Abkürzung der Wohlverhaltensphase möglich

Abkürzung der Wohlverhaltensphase möglich

Am 17.03.2005 fasste der XII. Zivilsenat des Bundesgerichtshofs einen Beschluss, in welchem er klar stellte, dass die gesetzlich vorgesehene Dauer einer, an ein Insolvenzverfahren anschließenden Wohlverhaltensphase bis zur Erreichung der Restschuldbefreiung abgekürzt werden kann (BGH - IX ZB 214/04).

Nach Einleitung des Insolvenzverfahrens einer natürlichen Person (Verbraucher) tritt eine Schuldenbefreiung nach Ablauf von 6 Jahren (nach Eröffnung des Insolvenzverfahrens) ein. Diese Zeit wird auch als «Wohlverhaltensphase» bezeichnet. Gegenstand der vorliegenden Entscheidung ist die Frage, ob diese Wohlverhaltensphase zwingend immer sechs Jahre betragen muss oder ob nicht unter bestimmten Voraussetzungen die Wohlverhaltensphase abgekürzt werden kann.

Der Bundesgerichtshof stellt in seiner Entscheidung klar, dass nur in dem Fall eine vorzeitige Beendigung eintritt, wenn auch sämtliche Gläubiger, die im Verfahren Forderungen angemeldet haben, befriedigt sind. Der Bundesgerichtshof unterscheidet zwei Fälle, in welchen die Restschuldbefreiungsphase verkürzt wird.

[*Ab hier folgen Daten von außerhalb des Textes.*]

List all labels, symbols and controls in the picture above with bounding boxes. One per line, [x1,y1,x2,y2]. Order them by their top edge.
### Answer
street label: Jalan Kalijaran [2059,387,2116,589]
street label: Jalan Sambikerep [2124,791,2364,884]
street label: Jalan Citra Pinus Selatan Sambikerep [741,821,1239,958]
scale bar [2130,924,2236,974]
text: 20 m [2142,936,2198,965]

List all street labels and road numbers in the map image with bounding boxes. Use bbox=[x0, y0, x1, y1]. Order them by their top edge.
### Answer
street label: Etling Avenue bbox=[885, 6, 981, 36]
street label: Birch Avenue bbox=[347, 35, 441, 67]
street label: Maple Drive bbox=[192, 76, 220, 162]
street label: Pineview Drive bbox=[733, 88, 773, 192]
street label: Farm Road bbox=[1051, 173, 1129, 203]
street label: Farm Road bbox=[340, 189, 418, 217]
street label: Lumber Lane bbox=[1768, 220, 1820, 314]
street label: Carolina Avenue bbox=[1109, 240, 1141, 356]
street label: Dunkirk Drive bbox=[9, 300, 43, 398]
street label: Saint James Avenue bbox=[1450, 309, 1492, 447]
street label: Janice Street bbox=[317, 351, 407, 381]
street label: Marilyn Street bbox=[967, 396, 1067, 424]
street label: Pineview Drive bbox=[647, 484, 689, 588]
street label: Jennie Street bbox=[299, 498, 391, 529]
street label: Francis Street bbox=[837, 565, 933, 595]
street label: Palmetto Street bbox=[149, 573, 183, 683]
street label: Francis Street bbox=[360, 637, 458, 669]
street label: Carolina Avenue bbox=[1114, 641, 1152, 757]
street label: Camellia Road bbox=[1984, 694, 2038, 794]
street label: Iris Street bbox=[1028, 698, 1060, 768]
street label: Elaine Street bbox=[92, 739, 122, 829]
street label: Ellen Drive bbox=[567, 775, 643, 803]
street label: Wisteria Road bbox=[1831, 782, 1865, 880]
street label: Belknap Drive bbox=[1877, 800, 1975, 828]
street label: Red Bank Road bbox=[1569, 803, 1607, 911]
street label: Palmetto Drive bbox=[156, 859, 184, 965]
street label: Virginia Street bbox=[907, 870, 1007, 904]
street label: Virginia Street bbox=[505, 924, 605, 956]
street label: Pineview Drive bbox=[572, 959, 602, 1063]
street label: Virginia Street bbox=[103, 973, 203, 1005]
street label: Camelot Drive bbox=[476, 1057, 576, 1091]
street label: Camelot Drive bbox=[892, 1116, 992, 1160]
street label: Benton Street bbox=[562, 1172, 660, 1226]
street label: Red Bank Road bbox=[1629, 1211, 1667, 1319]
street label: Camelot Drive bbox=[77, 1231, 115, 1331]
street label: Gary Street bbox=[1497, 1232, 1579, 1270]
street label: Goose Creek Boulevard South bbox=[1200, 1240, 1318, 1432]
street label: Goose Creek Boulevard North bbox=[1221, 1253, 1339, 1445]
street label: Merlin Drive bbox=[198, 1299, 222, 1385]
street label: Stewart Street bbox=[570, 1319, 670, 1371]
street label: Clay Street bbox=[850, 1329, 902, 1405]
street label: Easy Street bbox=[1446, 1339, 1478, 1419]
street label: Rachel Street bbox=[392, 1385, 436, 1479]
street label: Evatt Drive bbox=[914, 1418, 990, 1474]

  1. Haben keine Insolvenzgläubiger Forderungen im Insolvenzverfahren angemeldet, kann dem Schuldner die Restschuldbefreiung bereits im Schlusstermin erteilt werden, sofern er belegt, dass die Verfahrenskosten und die sonstigen Masseverbindlichkeiten getilgt sind.
  2. Werden vor Ablauf der Wohlverhaltensphase die Verfahrenskosten berichtigt und sämtliche Gläubiger befriedigt, ist auf Antrag des Schuldners die Wohlverhaltensphase vorzeitig zu beenden und die Restschuldbefreiung auszusprechen.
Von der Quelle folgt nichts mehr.